Dear Microsoft, Thank You! Love, Barry Diller
Barry Diller: Microsoft, how do I love thee? Let me count the ways.
1. Your deal with Yahoo shadowed our poor Q2 financial results.
While the whole world focused on the minutiae of the search deal between Microsoft and Yahoo, Diller’s IAC released its quarterly numbers. They weren’t up to analyst estimates, so I’m sure Diller was glad to have the insulation offered by the Microhoo hype.
IAC said revenue from its media and advertising unit, which includes search engine Ask.com, fell by 10% to $168.6 million. The company’s overall revenue declined 4% to $340 million.
2. When our deal with Google expires in 2012, we now have options.
Diller expressed enthusiasm for the deal between Yahoo and Microsoft because is provides him with leverage when his current search deal with Google expires on Dec 31st 2012. With a stronger alternative, Diller will have a better chance of negotiating more favorable terms.
"We do better when there are two big competitive forces out there." Diller said "the plot" right now is for IAC to boost the value of its searches—making it even more crucial to consumers—in order to stoke a bidding war with what he expects to be two hungry competitors by then. "I want to have two players out there," he said during his conference call. "That’s good for all parties."
3. You did what I couldn’t–move Ask.com up to #3 in search share.

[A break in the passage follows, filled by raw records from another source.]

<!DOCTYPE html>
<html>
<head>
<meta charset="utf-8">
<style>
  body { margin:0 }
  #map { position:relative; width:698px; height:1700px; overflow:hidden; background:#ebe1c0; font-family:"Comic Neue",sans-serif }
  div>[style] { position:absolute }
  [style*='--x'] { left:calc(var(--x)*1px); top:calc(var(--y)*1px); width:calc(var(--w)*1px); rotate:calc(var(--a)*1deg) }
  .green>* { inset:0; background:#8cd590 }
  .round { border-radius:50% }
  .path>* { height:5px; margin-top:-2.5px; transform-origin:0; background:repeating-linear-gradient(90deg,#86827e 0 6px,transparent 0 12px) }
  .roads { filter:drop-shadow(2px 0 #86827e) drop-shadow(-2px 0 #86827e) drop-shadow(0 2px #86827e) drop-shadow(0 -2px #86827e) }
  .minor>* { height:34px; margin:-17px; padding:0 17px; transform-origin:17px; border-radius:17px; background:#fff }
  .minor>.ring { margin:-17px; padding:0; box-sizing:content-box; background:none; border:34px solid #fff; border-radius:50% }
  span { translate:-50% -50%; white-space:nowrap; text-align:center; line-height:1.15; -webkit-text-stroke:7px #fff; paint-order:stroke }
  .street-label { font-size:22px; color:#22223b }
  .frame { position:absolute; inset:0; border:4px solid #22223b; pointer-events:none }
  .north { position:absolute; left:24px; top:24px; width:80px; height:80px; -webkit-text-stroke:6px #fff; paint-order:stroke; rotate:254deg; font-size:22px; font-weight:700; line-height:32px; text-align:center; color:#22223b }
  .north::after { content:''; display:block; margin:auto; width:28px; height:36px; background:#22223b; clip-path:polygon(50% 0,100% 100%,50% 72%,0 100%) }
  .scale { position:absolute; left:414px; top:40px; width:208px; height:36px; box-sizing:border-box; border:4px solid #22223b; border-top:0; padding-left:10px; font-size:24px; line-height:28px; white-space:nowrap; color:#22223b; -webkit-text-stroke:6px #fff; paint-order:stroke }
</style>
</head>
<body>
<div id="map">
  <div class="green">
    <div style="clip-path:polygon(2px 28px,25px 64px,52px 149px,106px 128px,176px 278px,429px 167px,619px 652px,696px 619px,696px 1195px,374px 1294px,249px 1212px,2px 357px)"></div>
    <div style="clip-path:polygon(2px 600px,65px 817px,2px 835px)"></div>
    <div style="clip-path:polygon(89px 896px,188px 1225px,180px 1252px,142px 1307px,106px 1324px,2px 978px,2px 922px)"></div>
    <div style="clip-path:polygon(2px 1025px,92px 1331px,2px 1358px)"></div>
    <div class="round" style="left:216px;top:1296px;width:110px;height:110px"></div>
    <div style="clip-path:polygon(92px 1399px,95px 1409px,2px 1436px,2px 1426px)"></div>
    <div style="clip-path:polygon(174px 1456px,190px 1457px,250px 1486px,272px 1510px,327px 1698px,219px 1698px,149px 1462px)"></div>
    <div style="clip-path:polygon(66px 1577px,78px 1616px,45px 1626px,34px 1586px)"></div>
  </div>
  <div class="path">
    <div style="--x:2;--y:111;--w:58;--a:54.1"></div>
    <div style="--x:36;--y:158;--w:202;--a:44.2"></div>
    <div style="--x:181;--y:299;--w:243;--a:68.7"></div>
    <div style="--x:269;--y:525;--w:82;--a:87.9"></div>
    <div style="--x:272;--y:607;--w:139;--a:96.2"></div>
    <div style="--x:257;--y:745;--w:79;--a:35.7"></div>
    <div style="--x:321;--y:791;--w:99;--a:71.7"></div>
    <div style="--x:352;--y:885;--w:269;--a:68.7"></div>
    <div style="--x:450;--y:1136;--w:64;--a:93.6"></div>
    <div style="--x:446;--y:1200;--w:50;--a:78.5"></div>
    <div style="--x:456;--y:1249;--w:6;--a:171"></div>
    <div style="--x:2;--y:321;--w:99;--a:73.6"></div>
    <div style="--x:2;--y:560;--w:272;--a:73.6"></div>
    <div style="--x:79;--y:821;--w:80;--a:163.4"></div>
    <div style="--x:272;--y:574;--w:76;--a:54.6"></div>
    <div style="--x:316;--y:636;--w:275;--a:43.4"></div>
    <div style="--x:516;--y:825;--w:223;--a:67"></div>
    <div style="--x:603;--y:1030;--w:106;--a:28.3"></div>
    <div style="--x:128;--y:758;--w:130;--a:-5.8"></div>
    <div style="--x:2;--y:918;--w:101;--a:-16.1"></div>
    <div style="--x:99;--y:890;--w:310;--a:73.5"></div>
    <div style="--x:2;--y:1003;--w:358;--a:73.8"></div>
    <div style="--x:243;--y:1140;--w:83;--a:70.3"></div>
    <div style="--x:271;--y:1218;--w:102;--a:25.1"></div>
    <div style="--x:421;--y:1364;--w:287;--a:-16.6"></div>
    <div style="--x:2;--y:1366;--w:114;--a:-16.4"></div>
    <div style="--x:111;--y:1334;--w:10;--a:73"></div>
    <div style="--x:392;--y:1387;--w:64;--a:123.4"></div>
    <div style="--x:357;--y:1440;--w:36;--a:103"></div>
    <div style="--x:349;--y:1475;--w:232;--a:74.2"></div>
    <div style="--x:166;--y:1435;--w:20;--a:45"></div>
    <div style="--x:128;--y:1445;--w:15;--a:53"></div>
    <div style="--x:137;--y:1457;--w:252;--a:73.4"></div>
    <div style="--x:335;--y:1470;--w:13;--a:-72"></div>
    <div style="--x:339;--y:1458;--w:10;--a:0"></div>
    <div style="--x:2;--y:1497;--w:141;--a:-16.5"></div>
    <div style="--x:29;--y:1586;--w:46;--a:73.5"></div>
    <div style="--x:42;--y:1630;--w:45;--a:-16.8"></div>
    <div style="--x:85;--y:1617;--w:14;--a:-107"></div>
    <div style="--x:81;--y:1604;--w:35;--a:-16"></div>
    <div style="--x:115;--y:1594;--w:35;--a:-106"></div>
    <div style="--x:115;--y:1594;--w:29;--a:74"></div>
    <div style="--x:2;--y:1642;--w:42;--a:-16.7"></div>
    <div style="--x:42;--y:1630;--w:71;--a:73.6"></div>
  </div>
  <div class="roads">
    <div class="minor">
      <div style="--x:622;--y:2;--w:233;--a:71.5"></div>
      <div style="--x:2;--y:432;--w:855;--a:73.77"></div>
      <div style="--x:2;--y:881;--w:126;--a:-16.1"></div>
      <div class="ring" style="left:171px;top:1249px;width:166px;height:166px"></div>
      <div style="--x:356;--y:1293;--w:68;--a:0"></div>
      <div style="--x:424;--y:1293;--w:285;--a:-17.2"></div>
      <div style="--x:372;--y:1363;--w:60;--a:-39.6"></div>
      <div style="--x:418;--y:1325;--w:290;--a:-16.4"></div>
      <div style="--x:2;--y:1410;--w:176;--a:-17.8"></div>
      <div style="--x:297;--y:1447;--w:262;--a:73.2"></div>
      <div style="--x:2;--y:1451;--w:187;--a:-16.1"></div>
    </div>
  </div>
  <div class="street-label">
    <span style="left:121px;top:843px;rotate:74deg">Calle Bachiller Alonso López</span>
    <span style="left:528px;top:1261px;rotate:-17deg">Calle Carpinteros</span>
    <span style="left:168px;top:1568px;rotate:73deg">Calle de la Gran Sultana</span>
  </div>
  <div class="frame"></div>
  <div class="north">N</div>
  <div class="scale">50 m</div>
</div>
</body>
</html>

It’s probably not the way that Diller had envisioned Ask.com achieving the #3 spot–he would have preferred that Ask had organically increased its share of searches–but I’m sure he’ll take it. With Yahoo effectively out of the search engine business, Ask.com moves up to the third spot. That said, Ask.com shouldn’t get too excited. Hitwise data suggests that Ask.com and 53 other search engines share just 3.4% of market share.
Any other ways that you think Diller’s loving the Microsoft/Yahoo deal today?